Molecules. 2022 Aug 10;27(16):5089. doi: 10.3390/molecules27165089.
Age-related macular degeneration (AMD) was described for the first time in the 1840s and is currently the leading cause of blindness for patients over 65 years in Western Countries. This disease impacts the eye's posterior segment and damages the macula, a retina section with high levels of photoreceptor cells and responsible for the central vision. Advanced AMD stages are divided into the atrophic (dry) form and the exudative (wet) form. Atrophic AMD consists in the progressive atrophy of the retinal pigment epithelium (RPE) and the outer retinal layers, while the exudative form results in the anarchic invasion by choroidal neo-vessels of RPE and the retina. This invasion is responsible for fluid accumulation in the intra/sub-retinal spaces and for a progressive dysfunction of the photoreceptor cells. To date, the few existing anti-AMD therapies may only delay or suspend its progression, without providing cure to patients. However, in the last decade, an outstanding number of research programs targeting its different aspects have been initiated by academics and industrials. This review aims to bring together the most recent advances and insights into the mechanisms underlying AMD pathogenicity and disease evolution, and to highlight the current hypotheses towards the development of new treatments, i.e., symptomatic vs. curative. The therapeutic options and drugs proposed to tackle these mechanisms are analyzed and critically compared. A particular emphasis has been given to the therapeutic agents currently tested in clinical trials, whose results have been carefully collected and discussed whenever possible.

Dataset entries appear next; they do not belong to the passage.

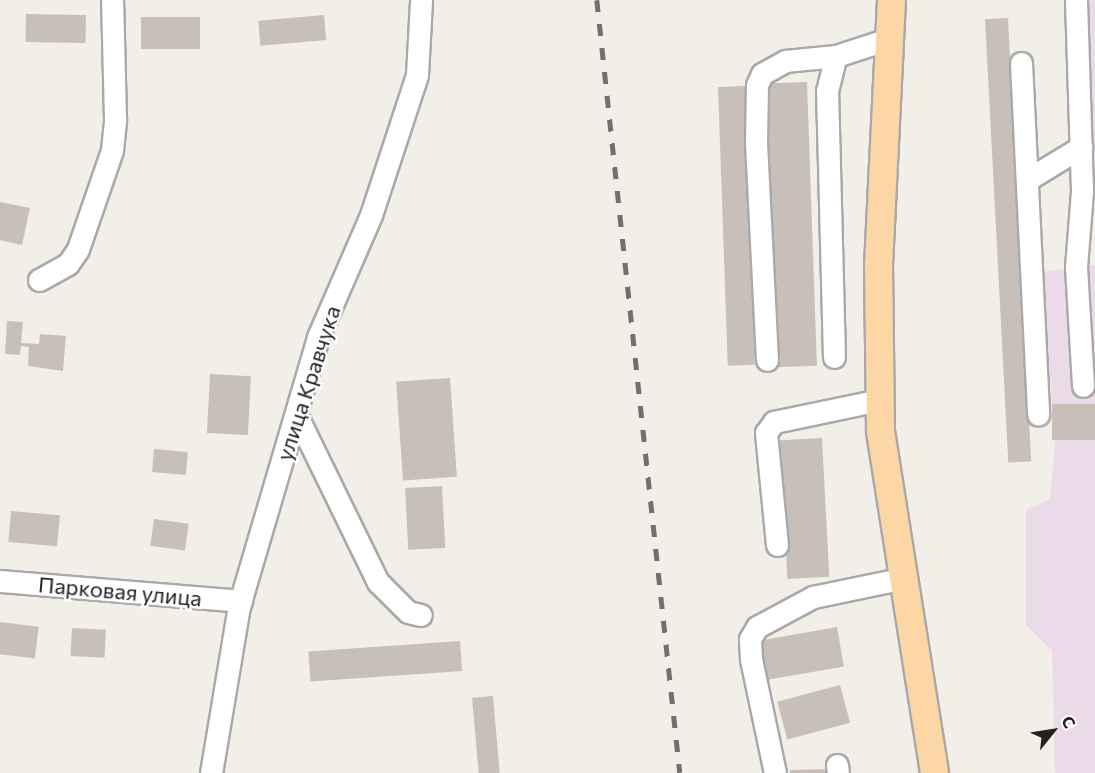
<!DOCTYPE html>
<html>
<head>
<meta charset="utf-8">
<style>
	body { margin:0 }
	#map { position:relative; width:1095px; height:773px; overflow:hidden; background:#f2efe9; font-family:Commissioner,sans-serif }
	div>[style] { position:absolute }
	.industrial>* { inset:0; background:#ebdbe8 }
	.building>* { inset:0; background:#c7bfb8; transform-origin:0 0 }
	.roads { filter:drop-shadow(2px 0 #a9a9a9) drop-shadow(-2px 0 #a9a9a9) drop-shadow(0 2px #a9a9a9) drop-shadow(0 -2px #a9a9a9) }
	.minor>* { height:21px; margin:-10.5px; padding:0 10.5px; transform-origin:10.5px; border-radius:10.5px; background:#fff }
	.major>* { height:27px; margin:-13.5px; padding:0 13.5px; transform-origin:13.5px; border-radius:13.5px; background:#fcd6a4 }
	.rail>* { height:4.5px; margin-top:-2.25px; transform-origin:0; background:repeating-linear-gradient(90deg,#707070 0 12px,transparent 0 24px) }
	span { translate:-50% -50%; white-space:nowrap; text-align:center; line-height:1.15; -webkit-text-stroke:5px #fff; paint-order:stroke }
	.street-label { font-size:22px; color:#222 }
	.north { position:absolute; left:1023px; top:701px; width:60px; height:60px; -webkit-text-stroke:4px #fff; paint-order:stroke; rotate:60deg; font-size:16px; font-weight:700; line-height:24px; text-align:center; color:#222 }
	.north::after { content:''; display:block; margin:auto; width:21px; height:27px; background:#222; clip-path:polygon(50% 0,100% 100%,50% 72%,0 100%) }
</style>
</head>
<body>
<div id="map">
	<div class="industrial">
		<div style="clip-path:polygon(1083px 0,1095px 0,1095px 200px)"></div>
		<div style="clip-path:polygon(1095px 265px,1095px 773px,1055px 773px,1052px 651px,1026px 625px,1026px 510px,1050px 499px,1055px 443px,1043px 272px)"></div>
	</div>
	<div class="building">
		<div style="left:26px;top:14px;width:60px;height:28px;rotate:1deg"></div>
		<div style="left:324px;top:15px;width:25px;height:66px;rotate:85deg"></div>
		<div style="left:141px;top:17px;width:59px;height:32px"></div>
		<div style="left:1008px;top:18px;width:444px;height:23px;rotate:87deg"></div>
		<div style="left:807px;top:82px;width:284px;height:41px;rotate:88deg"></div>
		<div style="left:745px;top:86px;width:279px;height:27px;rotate:88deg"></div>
		<div style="clip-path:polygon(0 202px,30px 208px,22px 245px,0 240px)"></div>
		<div style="clip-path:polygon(7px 321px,23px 322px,21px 343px,39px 344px,40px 334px,66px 336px,63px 371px,28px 366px,29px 347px,21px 346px,20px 355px,5px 354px)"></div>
		<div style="left:210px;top:374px;width:41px;height:59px;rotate:3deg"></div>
		<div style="left:450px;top:378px;width:99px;height:54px;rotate:86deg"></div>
		<div style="left:1095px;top:404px;width:36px;height:43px;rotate:90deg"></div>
		<div style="left:822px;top:438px;width:139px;height:42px;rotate:87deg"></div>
		<div style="left:154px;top:449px;width:34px;height:23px;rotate:5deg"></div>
		<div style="left:442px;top:486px;width:62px;height:37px;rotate:87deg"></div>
		<div style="left:11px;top:511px;width:49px;height:31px;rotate:5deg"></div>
		<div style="left:154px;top:519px;width:35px;height:27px;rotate:8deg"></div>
		<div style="left:0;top:622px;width:39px;height:32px;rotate:7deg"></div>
		<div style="left:837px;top:627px;width:40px;height:79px;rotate:80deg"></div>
		<div style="left:72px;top:628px;width:34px;height:28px;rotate:3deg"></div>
		<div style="left:460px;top:641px;width:30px;height:152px;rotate:86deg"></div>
		<div style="left:840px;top:685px;width:39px;height:65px;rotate:75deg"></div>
		<div style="left:493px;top:696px;width:77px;height:21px;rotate:85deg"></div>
		<div style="clip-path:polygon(831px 769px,831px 773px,790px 773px,790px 770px)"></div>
	</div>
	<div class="roads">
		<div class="minor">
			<div style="left:1076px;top:0;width:191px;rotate:88.2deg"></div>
			<div style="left:1082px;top:191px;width:76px;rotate:94.5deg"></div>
			<div style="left:1076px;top:267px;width:119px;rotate:86.6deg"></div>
			<div style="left:1021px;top:63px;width:352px;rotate:87.2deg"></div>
			<div style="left:1030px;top:178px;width:60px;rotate:-31.3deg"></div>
			<div style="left:39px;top:280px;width:33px;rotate:-29deg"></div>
			<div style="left:68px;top:264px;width:18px;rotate:-56deg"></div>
			<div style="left:78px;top:249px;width:105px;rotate:-71deg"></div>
			<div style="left:112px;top:150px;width:31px;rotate:-84deg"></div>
			<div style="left:115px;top:119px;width:119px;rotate:-91.4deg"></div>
			<div style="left:834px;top:357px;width:266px;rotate:-91.5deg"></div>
			<div style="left:827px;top:91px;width:36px;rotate:-76deg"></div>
			<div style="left:767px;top:360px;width:218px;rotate:-92.9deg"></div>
			<div style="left:756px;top:142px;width:57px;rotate:-89deg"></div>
			<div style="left:757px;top:85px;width:12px;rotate:-66deg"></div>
			<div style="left:762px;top:74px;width:26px;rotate:-29deg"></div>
			<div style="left:785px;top:61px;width:51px;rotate:-5.6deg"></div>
			<div style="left:836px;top:56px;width:55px;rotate:-18.1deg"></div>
			<div style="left:296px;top:414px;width:187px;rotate:64deg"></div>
			<div style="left:378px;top:582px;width:42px;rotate:45deg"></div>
			<div style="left:408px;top:612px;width:13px;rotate:13deg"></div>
			<div style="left:777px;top:545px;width:113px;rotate:-95.6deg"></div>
			<div style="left:766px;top:433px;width:14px;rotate:-54deg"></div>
			<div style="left:774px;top:422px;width:107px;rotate:-11.8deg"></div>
			<div style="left:0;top:581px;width:242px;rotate:4.7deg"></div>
			<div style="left:837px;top:765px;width:8px;rotate:83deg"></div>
			<div style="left:211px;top:773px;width:169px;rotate:-80.5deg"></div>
			<div style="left:239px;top:606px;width:280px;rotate:-73.6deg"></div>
			<div style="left:318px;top:337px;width:133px;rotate:-66.5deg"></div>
			<div style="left:371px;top:215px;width:147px;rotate:-71.8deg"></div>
			<div style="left:417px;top:75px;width:75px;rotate:-86.9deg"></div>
			<div style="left:775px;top:773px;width:116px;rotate:-101.9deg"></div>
			<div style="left:751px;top:659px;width:20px;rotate:-93deg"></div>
			<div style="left:750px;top:639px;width:14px;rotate:-60deg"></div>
			<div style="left:757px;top:627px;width:64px;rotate:-28.2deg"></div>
			<div style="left:813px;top:597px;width:94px;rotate:-11.7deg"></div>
		</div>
		<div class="major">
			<div style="left:891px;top:0;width:264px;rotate:92.8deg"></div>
			<div style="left:878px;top:264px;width:167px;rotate:89.3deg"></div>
			<div style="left:880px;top:431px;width:346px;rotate:81deg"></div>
		</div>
	</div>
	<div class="rail">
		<div style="left:597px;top:0;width:777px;rotate:83.87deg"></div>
	</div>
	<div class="street-label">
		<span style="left:308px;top:383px;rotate:-72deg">улица Кравчука</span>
		<span style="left:120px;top:591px;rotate:5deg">Парковая улица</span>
	</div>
	<div class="north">С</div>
</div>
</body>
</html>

年龄相关性黄斑变性(AMD)于 19 世纪 40 年代首次被描述,目前是西方国家 65 岁以上患者失明的主要原因。这种疾病影响眼睛的后段,损害黄斑,黄斑是视网膜中具有高浓度光感受器细胞的部分,负责中央视力。晚期 AMD 分为萎缩性(干性)和渗出性(湿性)两种形式。萎缩性 AMD 表现为视网膜色素上皮(RPE)和外视网膜层的进行性萎缩,而渗出性形式则导致脉络膜新生血管对 RPE 和视网膜的无序侵袭。这种侵袭导致视网膜内/下空间的液体积累,并使光感受器细胞逐渐功能失调。迄今为止,为数不多的现有的 AMD 治疗方法可能只能延缓或阻止其进展,而不能为患者提供治愈方法。然而,在过去十年中,学术界和工业界已经启动了许多针对 AMD 不同方面的研究计划。本综述旨在汇集关于 AMD 发病机制和疾病演变的最新进展和见解,并强调目前针对新治疗方法的假说,即对症治疗与根治治疗。对用于解决这些机制的治疗选择和药物进行了分析和批判性比较。特别强调了目前正在临床试验中测试的治疗剂,只要有可能,就仔细收集和讨论了这些治疗剂的结果。